EXERCISE AIM:
Your answer needs to include each line of the records in which the string "Annotation" can be found.

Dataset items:

——————

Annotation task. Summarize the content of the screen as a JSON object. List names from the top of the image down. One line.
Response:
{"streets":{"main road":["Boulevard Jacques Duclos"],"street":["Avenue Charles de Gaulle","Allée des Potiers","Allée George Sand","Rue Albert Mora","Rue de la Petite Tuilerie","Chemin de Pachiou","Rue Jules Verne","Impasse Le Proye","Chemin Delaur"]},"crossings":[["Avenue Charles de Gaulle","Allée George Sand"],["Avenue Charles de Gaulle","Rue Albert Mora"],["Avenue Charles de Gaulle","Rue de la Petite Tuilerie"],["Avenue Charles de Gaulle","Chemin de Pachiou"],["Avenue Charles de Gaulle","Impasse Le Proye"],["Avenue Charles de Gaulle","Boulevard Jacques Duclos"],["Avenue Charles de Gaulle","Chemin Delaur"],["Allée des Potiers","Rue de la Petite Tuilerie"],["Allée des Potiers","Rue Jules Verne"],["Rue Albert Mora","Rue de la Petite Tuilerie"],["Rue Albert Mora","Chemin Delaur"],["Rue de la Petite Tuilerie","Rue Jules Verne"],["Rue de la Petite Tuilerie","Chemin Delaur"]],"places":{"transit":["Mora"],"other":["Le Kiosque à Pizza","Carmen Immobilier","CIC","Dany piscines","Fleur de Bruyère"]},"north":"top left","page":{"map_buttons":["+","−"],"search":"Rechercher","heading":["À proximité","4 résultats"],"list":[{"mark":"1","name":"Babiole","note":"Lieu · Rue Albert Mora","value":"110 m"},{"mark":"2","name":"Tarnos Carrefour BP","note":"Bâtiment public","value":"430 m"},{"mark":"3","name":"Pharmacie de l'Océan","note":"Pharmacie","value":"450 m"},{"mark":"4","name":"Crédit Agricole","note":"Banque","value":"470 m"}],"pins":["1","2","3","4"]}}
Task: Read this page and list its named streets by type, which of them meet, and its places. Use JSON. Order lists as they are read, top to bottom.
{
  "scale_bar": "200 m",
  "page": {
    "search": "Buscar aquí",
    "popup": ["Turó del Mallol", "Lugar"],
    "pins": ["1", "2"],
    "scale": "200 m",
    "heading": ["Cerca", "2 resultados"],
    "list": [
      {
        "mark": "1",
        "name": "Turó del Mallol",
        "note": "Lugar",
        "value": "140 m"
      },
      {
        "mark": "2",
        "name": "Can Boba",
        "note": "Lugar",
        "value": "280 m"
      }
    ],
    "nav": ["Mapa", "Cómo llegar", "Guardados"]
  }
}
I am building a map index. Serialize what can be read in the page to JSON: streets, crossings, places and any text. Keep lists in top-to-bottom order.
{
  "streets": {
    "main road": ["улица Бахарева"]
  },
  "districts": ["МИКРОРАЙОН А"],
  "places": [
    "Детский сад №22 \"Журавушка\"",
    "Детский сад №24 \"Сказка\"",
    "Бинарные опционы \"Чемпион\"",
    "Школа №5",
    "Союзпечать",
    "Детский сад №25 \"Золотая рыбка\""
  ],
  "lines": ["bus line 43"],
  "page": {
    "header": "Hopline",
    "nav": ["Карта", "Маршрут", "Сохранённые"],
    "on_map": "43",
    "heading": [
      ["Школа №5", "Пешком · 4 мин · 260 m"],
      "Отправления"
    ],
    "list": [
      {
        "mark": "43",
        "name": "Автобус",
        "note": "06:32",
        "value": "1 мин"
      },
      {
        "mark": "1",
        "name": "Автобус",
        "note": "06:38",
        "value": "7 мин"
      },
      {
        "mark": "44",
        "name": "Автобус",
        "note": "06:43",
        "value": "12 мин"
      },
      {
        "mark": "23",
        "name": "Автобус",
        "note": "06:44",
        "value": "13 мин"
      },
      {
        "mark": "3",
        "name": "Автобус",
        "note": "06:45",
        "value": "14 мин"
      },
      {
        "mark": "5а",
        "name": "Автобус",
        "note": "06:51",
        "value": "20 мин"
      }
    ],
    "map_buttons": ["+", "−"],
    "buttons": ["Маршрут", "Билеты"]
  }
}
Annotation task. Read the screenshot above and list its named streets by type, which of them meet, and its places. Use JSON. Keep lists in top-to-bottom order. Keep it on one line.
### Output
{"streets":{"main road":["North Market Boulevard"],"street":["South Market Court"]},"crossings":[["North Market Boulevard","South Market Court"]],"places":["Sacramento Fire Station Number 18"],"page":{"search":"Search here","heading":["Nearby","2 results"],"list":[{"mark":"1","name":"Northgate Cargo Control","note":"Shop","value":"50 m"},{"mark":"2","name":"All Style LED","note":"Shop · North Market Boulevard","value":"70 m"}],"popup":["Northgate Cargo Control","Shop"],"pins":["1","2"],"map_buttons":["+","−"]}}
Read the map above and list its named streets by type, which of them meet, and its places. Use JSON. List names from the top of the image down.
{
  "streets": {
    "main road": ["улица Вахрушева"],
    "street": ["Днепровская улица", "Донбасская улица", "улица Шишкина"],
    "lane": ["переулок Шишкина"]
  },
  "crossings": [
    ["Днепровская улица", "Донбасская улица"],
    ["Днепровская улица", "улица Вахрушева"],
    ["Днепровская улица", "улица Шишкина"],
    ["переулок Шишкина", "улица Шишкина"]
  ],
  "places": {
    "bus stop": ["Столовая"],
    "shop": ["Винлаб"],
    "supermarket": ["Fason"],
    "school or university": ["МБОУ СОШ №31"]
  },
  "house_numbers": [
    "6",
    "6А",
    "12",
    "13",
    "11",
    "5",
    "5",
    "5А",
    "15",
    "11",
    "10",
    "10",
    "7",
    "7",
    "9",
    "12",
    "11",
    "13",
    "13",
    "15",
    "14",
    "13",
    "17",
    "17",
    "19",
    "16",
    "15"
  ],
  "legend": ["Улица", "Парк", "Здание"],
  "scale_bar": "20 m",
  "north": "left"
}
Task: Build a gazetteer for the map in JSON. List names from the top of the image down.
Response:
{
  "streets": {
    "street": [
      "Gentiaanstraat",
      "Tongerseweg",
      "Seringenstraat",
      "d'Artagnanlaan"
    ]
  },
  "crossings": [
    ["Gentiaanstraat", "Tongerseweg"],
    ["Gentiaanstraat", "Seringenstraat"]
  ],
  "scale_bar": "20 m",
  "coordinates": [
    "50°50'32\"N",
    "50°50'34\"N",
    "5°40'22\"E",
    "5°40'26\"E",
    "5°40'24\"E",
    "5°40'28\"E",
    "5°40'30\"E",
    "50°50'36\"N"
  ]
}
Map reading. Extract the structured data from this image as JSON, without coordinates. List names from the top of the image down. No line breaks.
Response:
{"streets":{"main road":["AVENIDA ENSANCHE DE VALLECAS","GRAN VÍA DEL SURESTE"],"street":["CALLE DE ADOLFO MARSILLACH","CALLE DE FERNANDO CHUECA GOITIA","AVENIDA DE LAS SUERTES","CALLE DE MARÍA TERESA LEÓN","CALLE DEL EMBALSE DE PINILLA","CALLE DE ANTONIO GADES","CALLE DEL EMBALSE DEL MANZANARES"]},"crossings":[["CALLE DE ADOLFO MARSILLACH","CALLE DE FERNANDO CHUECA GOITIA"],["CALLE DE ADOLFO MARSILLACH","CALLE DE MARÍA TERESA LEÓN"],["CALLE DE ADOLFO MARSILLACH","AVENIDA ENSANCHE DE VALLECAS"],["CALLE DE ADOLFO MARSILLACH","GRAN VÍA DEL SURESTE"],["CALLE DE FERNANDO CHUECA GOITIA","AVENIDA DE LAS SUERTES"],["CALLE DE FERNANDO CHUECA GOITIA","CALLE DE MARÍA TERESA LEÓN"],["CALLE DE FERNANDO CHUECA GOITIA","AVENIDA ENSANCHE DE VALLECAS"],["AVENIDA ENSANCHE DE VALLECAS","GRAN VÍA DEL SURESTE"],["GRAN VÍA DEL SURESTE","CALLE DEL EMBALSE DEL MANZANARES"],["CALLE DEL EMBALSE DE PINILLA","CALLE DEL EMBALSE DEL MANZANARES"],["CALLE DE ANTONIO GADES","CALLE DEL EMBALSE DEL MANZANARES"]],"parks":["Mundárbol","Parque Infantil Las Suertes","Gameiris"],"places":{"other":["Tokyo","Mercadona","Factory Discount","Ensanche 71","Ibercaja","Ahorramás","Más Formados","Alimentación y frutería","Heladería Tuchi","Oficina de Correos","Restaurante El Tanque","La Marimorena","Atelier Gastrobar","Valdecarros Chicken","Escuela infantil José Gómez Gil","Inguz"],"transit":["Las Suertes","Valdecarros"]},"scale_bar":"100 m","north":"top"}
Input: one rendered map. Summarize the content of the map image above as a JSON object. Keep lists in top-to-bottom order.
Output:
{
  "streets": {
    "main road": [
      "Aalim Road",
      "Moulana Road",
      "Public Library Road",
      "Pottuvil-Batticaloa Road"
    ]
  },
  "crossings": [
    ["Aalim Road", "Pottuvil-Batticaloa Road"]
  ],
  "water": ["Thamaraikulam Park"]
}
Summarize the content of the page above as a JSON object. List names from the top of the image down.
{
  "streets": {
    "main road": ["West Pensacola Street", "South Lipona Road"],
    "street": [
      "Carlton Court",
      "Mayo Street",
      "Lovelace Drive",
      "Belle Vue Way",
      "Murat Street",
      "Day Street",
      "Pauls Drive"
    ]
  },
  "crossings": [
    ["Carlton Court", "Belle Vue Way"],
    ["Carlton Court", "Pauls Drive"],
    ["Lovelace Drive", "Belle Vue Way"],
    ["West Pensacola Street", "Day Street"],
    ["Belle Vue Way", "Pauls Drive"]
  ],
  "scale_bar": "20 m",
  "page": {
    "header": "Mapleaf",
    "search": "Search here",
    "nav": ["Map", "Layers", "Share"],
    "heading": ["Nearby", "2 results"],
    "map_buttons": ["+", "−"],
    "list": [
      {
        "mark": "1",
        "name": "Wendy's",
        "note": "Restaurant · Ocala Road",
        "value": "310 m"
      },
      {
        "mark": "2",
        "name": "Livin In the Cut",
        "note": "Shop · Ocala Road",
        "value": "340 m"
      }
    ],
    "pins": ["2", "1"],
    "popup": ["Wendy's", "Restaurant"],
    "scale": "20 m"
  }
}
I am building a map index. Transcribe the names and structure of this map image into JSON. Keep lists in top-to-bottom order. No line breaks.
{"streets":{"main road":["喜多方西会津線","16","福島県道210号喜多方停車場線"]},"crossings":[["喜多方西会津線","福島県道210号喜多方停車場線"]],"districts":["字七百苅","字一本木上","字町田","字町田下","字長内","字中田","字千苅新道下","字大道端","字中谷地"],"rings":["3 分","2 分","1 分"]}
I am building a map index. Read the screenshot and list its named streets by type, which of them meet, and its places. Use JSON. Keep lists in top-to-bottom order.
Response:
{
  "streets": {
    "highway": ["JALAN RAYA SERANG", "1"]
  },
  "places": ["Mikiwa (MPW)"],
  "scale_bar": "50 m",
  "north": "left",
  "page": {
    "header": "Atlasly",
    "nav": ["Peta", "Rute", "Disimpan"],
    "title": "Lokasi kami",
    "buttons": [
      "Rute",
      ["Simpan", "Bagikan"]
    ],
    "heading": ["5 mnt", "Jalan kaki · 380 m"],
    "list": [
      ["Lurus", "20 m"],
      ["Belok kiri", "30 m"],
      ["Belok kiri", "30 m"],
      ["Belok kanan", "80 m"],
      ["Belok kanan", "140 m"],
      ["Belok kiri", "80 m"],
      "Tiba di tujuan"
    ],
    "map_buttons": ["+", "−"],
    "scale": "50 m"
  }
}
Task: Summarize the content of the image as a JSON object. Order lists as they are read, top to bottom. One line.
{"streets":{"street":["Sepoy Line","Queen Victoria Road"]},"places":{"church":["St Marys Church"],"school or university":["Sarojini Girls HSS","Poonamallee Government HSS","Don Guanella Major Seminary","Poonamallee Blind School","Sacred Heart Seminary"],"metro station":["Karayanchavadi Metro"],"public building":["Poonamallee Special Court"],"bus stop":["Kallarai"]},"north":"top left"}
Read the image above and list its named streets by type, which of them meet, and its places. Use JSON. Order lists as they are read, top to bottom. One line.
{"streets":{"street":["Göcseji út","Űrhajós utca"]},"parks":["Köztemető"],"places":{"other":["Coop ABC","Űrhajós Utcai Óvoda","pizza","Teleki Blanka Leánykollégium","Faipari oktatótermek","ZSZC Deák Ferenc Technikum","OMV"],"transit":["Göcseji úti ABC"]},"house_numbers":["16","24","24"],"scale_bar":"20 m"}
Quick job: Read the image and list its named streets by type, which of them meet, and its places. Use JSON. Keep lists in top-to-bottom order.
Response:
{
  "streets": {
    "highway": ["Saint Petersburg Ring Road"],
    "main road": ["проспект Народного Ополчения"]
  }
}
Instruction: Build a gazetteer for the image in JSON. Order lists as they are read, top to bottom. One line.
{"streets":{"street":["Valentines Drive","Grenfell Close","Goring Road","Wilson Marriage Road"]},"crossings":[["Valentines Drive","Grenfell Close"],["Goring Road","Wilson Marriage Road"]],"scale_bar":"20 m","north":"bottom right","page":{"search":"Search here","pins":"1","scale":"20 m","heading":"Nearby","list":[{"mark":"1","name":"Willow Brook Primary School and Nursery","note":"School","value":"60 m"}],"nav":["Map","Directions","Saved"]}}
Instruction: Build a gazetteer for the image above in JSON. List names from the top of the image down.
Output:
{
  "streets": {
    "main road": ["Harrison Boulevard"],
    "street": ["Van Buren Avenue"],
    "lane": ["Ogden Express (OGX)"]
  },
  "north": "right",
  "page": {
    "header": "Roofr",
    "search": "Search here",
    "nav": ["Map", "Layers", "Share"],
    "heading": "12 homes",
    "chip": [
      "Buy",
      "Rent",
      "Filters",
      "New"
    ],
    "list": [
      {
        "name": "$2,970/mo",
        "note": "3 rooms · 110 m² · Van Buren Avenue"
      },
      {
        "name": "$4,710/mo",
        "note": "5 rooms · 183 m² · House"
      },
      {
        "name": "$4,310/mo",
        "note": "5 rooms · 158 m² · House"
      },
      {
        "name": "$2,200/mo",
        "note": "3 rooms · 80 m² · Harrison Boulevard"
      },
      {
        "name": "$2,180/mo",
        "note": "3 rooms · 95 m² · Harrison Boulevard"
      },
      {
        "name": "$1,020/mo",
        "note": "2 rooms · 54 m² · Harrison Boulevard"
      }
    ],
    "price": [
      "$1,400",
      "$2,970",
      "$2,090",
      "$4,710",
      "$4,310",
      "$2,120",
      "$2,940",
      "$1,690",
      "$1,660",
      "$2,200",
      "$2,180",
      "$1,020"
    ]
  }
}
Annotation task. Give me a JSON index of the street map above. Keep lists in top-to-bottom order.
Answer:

——————

RESULT OF THE TASK:
Annotation task. Summarize the content of the screen as a JSON object. List names from the top of the image down. One line.
Annotation task. Read the screenshot above and list its named streets by type, which of them meet, and its places. Use JSON. Keep lists in top-to-bottom order. Keep it on one line.
Annotation task. Give me a JSON index of the street map above. Keep lists in top-to-bottom order.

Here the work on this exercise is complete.